**YOUR TASK:**
Which lines of the entries below hold the word "place"? Report each of them.

===

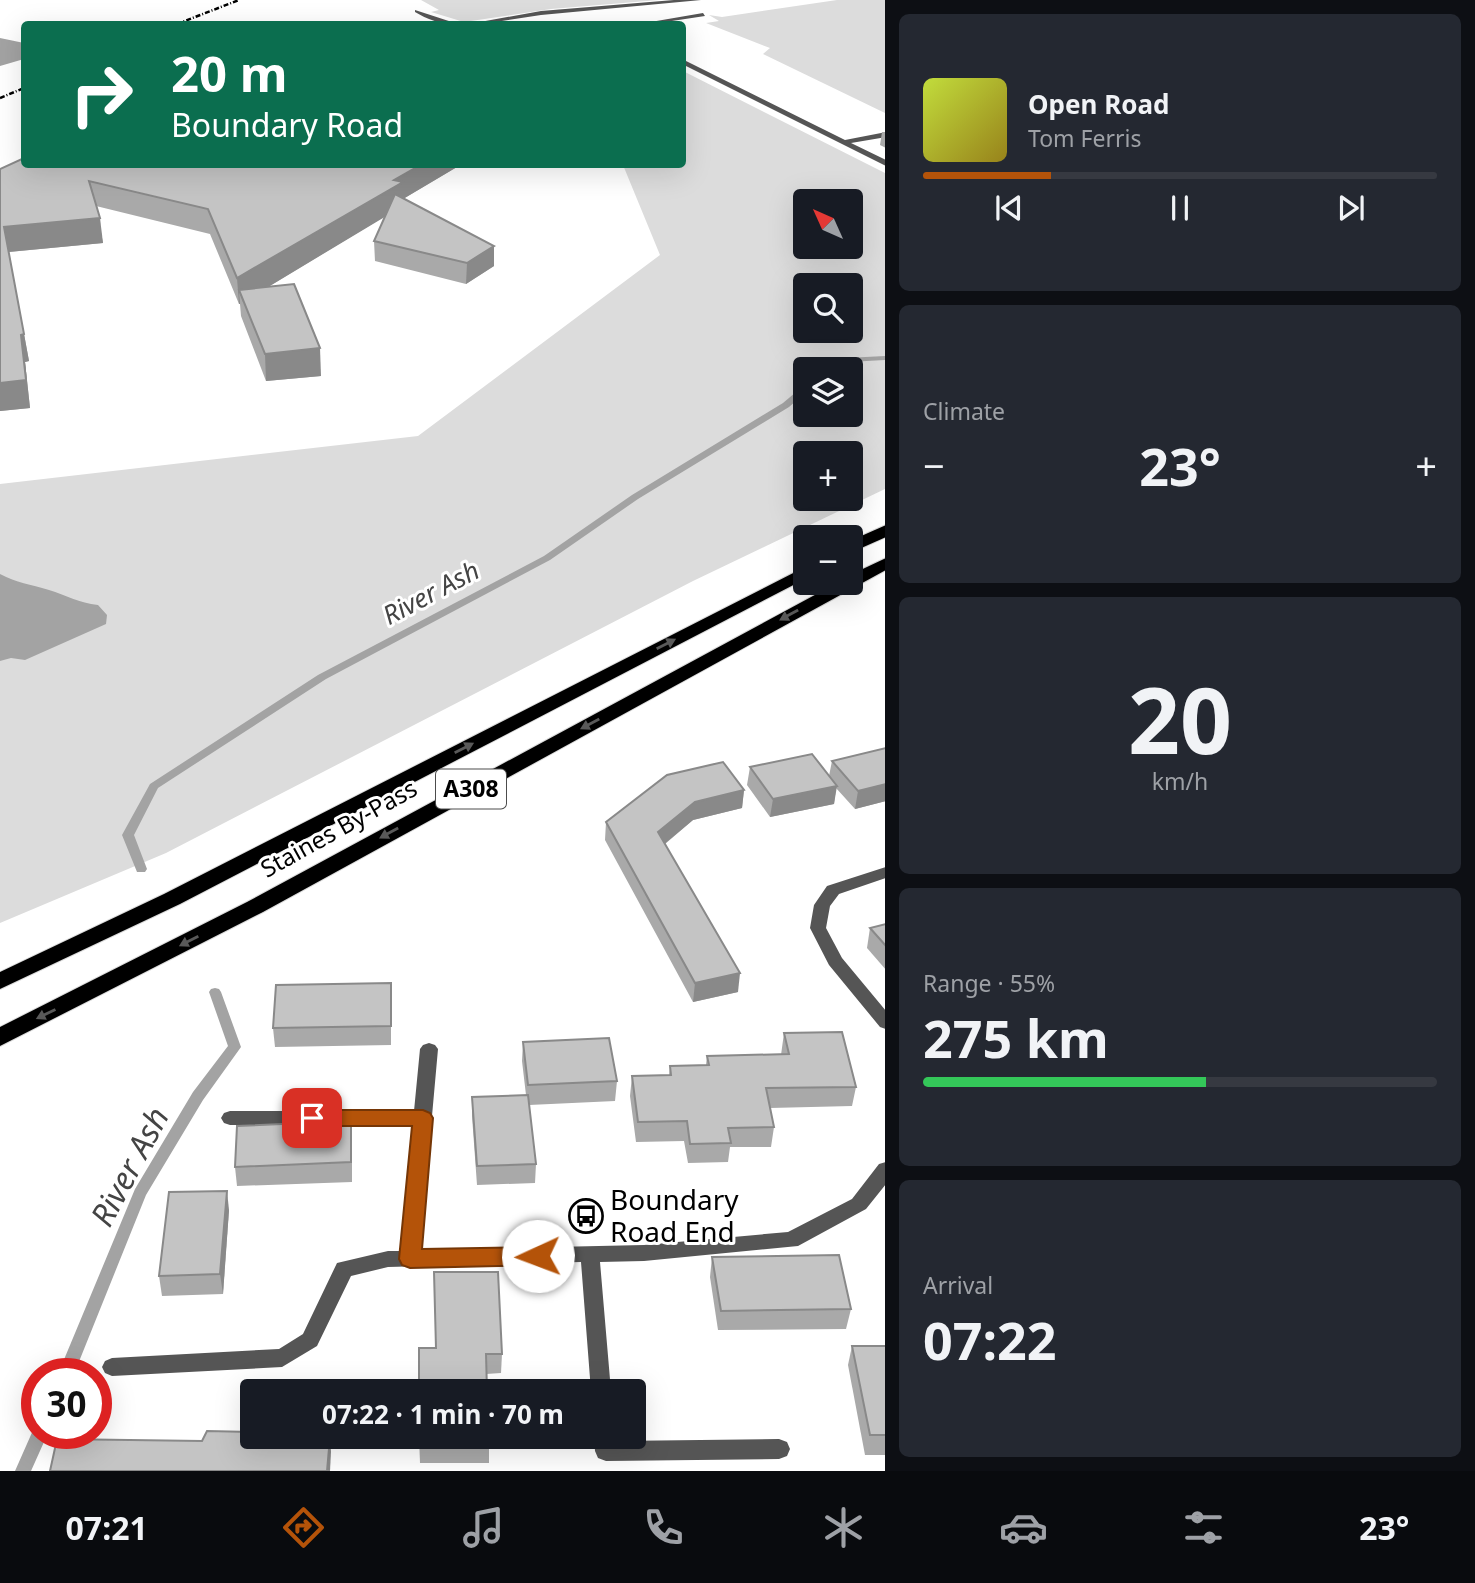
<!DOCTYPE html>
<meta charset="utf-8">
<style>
body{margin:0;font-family:"Noto Sans",sans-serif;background:#242831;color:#f1f3f6;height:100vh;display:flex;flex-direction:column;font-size:26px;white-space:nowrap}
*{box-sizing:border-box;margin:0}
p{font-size:23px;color:#9ea1a6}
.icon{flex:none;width:38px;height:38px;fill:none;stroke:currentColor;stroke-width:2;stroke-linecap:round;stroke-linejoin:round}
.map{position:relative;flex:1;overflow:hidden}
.details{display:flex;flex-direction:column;gap:14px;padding:14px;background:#0d0f14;width:590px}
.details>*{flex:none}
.guide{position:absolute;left:21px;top:21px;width:665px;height:147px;border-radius:7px;box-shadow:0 7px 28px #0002;background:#0b6e4f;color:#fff;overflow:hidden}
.needle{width:46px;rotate:315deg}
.tools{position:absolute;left:793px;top:189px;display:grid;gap:14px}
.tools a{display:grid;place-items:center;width:70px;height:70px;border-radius:7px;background:#171b24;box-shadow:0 7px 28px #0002;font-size:35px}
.speed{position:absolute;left:21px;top:1358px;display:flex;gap:14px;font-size:35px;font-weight:700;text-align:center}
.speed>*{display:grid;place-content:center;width:91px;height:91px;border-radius:50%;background:#171b24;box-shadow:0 7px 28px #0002;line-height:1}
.speed .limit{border:10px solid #d22;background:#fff;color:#111}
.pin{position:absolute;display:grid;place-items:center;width:60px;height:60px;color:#fff;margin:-30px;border-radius:14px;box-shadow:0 4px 10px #0006}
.me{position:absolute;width:77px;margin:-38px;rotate:268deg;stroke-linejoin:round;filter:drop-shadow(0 0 5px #0008)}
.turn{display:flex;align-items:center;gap:24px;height:147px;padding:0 35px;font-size:32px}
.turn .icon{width:91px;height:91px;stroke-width:2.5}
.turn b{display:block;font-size:49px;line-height:60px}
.big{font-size:52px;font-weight:700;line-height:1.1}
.details .widget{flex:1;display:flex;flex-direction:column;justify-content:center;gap:10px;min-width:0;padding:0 24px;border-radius:10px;background:#242831}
.details .dial{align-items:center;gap:0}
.dial b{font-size:91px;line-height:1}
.song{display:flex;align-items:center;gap:21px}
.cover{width:84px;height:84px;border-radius:10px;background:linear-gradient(135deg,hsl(70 70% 55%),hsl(50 70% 35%))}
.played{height:7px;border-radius:4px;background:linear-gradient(90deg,#b45309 25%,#363941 25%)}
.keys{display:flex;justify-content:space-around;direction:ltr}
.heat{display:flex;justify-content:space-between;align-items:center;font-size:38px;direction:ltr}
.charge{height:10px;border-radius:5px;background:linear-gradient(90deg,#34c759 55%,#363941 0)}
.trip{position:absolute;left:240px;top:1379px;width:406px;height:70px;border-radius:7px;background:#171b24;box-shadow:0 7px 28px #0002;font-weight:700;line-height:70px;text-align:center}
.dock{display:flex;height:112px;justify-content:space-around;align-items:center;background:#090b0e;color:#9ea1a6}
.dock .icon{width:49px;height:49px}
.dock .current{color:#b45309}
.dock b{font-size:32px;color:#f1f3f6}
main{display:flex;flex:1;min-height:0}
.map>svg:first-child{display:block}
.green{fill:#dcdcdc;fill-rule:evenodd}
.water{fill:#a3a3a3}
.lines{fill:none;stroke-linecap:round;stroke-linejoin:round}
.stream{fill:#a3a3a3;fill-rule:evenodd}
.trunk-casing{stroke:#dbdbdb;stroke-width:2}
.service{fill:#555;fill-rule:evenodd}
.minor{fill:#555;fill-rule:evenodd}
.trunk{fill:#000;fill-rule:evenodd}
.rail{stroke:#000;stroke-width:2.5;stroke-dasharray:5 2 1 2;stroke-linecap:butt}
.wall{fill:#a9a9a9}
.shaded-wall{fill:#898989}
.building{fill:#c4c4c4;stroke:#898989;stroke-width:2}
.oneway{fill:#595959}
.route{fill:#b45309;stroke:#753606;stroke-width:2}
.labels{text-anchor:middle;stroke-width:6;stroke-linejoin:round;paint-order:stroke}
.shield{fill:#fff;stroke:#4c4c4c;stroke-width:2}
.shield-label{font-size:23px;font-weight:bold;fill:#000}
.street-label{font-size:24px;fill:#000;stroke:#fff}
.water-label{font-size:26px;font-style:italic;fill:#444;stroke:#fff}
.near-poi-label{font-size:28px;fill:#000;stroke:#fff;text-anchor:start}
.near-water-label{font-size:32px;font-style:italic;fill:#444;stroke:#fff}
</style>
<main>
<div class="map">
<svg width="886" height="1471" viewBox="0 0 886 1471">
<rect width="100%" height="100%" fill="#fff"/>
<g class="green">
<polygon points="421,0 659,0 551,9 464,22 431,12 439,10"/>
<polygon points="837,0 885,0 885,113 763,54 770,48 706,23 719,21 709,15 722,17"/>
<path d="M683 71 885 173V489L693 581 166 853 0 923V484L418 436 660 255 623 165 682 164ZM805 201H850V247H805ZM805 285H850V331H805ZM805 369H850V415H805ZM805 453H850V499H805Z"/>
</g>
<g class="water">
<polygon points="0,38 24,43 24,59 0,66"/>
<path d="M0 574C17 583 30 584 49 590 66 595 79 603 98 605L107 615 106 624 25 660 11 658 0 661Z"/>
</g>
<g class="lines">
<g class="stream">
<polygon points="886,356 886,360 848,362 833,369 824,369 846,358"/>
<polygon points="802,387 805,387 805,393 789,407 638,499 550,560 326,679 158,788 134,835 147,869 145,872 137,872 122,835 150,784 318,675 544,556 632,495 783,403"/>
<polygon points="215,988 219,989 221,992 241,1047 203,1100 146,1195 74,1374 58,1374 135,1189 193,1092 228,1046 209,992 211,989"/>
<polygon points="37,1427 37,1433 48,1433 31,1471 15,1471 34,1428"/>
</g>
<g class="trunk-casing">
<g id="trunk">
<polygon points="886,525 886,537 850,553 850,541"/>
<polygon points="886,558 886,570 263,912 0,1046 0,1027 247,902 837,583 850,583 850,575"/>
<polygon points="805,567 805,579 180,904 0,989 0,972 164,894"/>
</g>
</g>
<g class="service">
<polygon points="674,0 701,0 541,15 482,24 469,24 541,11"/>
<path d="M415 10 458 24C443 25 428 20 415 12Z"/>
<polygon points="703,13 705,16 652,24 639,24"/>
</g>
<g class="minor">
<polygon points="682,59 845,140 886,132 886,137 851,143 886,160 886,166 682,64"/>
<polygon points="886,867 886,878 839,894 830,906 826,928 842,958 886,1011 886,1029 880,1027 829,965 810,928 814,905 827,886"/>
<polygon points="429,1043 435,1045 438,1049 420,1250 644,1245 788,1232 852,1199 879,1164 886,1162 886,1184 866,1209 798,1246 644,1261 600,1262 611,1391 591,1391 581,1262 388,1267 351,1276 317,1346 282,1367 112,1376 105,1373 102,1367 105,1361 112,1358 279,1349 303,1334 337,1263 388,1251 401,1251 413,1125 230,1125 224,1123 221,1118 224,1113 230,1111 414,1111 420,1049 423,1045"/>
<polygon points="594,1437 615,1437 616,1441 779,1439 787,1442 790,1449 787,1456 779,1459 606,1461 598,1458 595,1451"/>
</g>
<use href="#trunk" class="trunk"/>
<g class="rail">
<polyline points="177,24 239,0"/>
<polyline points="0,98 24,88"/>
</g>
</g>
<g class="wall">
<polygon points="882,132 886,132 886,148 880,145"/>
<polygon points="24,164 462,164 403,199 494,266 466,284 375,261 374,241 385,216 268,287 321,376 266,381 241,316 240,304 239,304 210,234 96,206 103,243 9,252 29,361 25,362 30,408 0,411 0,169"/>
<polygon points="886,748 886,801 855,809 836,788 834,804 770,817 747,785 750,767 829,776 832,761"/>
<polygon points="744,790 742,808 693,820 665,844 738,992 693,1002 605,840 606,822"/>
<polygon points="886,924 886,970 867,948 870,928"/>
<polygon points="391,983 391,1045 275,1047 273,1028"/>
<polygon points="784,1033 856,1087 852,1106 770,1108 774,1127 771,1147 730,1147 728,1162 688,1163 684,1141 636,1142 630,1096 632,1076 669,1076 670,1066 706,1065 707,1056 781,1055"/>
<polygon points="523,1042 617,1081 615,1101 529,1105 536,1164 535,1183 477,1185 472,1116 472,1097 526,1095 522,1061"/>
<polygon points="352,1141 352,1182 237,1186 235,1167"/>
<polygon points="229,1210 223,1294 162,1296 159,1276"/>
<polygon points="712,1257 851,1309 846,1329 718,1330 710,1277"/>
<polygon points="852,1346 886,1346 886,1455 865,1455 848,1365"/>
<polygon points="419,1348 502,1354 501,1373 486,1374"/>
<polygon points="419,1437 489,1437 489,1463 420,1463"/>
</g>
<g class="shaded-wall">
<polygon points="422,164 462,164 403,199 403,206 243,302 239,290 240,304 239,304 237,278 394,180"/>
<polygon points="100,218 103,243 8,252 4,227"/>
<polygon points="494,246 494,266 466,284 467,263"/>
<polygon points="24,334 29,361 25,362 30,408 0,411 0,383 21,335"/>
<polygon points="320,348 321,376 266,381 265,354"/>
<polygon points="886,784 886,801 855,809 858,791"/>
<polygon points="837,786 834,804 770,817 773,799"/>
<polygon points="744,790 742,808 693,820 656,851 658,832 695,802"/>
<polygon points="740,973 738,992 693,1002 695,983"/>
<polygon points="227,1191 229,1210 223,1294 220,1274"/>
<polygon points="330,1437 331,1452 330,1471 327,1471"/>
</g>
<g class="building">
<polygon points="24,158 24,164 422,164 394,180 403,182 237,278 208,209 89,181 100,218 4,227 24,334 21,335 26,380 0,383 0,169"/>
<polygon points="395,194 494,246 467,263 374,241"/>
<polygon points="294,284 320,348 265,354 239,290"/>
<polygon points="886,748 886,784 858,791 832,761"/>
<polygon points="812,754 837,786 773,799 750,767"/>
<polygon points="723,762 744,790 695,802 658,832 740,973 695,983 606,822 667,775"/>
<polygon points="886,924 886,946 870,928"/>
<polygon points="391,983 391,1026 273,1028 276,985"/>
<polygon points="842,1032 856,1087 766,1088 774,1127 728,1128 731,1143 690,1144 687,1121 638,1122 632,1076 671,1075 670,1066 709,1065 707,1056 789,1054 784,1033"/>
<polygon points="609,1038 617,1081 528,1085 523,1042"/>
<polygon points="528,1095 536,1164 477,1166 472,1097"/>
<polygon points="351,1121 351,1162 235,1167 237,1126"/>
<polygon points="227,1191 220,1274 159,1276 169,1192"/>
<polygon points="839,1255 851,1309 721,1311 712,1257"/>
<polygon points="434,1272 498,1272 502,1354 486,1354 487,1391 419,1391 419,1348 436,1348"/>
<polygon points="852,1346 886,1346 886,1435 870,1435"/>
<polygon points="207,1431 252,1432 252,1437 330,1437 327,1471 50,1471 57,1439 202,1441"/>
<polygon points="419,1437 489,1437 489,1443 419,1444"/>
</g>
<defs><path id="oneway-solid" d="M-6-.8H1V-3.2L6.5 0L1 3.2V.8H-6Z" transform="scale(1.75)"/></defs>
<g class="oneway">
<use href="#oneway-solid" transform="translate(789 615) rotate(151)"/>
<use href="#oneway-solid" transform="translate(666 644) rotate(-27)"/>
<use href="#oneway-solid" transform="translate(590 724) rotate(152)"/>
<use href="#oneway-solid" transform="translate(464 748) rotate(-27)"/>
<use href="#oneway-solid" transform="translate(389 833) rotate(151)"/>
<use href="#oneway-solid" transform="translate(189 941) rotate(153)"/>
<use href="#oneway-solid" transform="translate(46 1014) rotate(154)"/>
</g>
<polygon class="route" points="312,1110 423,1110 430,1113 433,1118 422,1249 538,1247 546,1249 549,1256 546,1262 538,1265 410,1268 402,1265 399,1259 412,1126 312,1126 305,1124 302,1118 305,1113"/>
<defs>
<g id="bus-ring" transform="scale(1.75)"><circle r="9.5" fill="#fff" stroke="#000" stroke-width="1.5"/><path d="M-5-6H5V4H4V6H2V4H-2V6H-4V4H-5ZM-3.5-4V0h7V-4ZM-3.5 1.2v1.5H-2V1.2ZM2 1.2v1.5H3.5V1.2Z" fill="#000"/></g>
</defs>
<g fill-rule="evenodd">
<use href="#bus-ring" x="586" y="1216"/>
</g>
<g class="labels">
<rect class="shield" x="436" y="769.5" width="70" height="39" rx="5"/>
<g class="shield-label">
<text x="471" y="797">A308</text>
</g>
<g class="street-label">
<text transform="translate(339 829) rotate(-29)" y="8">Staines By-Pass</text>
</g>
<g class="water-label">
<text transform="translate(431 593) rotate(-28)" y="9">River Ash</text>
</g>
<g class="near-poi-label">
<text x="610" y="1210">Boundary<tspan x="610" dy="32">Road End</tspan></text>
</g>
<g class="near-water-label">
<text transform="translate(130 1167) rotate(-62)" y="11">River Ash</text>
</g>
</g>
</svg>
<div class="tools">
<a><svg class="needle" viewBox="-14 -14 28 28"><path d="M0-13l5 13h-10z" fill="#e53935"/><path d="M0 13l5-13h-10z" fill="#9ea1a6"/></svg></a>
<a><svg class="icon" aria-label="search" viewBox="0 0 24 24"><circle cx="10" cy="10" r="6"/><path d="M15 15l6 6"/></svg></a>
<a><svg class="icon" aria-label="layers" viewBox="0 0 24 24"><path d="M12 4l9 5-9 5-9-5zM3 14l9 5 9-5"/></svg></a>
<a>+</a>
<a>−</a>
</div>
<div class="speed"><div class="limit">30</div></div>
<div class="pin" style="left:312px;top:1118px;background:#d93025"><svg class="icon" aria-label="arrive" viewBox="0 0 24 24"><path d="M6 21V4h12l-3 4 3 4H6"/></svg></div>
<svg class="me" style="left:538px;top:1256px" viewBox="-20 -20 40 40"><circle r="19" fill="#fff"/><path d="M0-13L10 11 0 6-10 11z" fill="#b45309"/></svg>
<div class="trip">07:22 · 1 min · 70 m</div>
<div class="guide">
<div class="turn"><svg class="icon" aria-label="right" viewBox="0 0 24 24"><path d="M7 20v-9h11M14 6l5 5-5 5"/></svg><div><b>20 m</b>Boundary Road</div></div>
</div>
</div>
<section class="details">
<div class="widget">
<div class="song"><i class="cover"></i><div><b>Open Road</b><p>Tom Ferris</p></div></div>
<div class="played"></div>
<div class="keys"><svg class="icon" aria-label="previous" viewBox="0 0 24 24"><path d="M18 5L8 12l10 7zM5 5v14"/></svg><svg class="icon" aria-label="pause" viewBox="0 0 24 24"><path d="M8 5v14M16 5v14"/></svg><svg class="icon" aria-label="next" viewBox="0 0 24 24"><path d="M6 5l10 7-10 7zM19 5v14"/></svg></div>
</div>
<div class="widget"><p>Climate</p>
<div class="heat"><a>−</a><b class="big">23°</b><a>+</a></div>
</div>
<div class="widget dial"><b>20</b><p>km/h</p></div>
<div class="widget"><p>Range · 55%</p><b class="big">275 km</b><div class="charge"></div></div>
<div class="widget"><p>Arrival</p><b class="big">07:22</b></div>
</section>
</main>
<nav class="dock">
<b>07:21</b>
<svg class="icon current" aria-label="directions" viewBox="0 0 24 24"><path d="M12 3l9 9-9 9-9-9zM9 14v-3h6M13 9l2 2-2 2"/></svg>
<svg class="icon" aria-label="music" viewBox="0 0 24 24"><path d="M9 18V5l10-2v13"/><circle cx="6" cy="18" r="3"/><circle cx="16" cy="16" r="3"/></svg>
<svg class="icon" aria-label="phone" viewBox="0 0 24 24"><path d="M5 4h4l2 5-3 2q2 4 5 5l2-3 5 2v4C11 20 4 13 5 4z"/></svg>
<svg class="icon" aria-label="climate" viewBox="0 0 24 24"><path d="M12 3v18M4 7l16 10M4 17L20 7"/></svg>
<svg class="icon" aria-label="car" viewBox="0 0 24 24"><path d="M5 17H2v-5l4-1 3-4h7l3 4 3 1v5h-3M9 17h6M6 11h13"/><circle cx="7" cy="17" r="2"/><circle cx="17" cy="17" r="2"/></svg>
<svg class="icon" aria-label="filters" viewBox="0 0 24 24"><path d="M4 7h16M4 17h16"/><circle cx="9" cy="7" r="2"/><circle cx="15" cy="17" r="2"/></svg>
<b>23°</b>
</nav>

===

**RESULT:**
.tools a{display:grid;place-items:center;width:70px;height:70px;border-radius:7px;background:#171b24;box-shadow:0 7px 28px #0002;font-size:35px}
.speed>*{display:grid;place-content:center;width:91px;height:91px;border-radius:50%;background:#171b24;box-shadow:0 7px 28px #0002;line-height:1}
.pin{position:absolute;display:grid;place-items:center;width:60px;height:60px;color:#fff;margin:-30px;border-radius:14px;box-shadow:0 4px 10px #0006}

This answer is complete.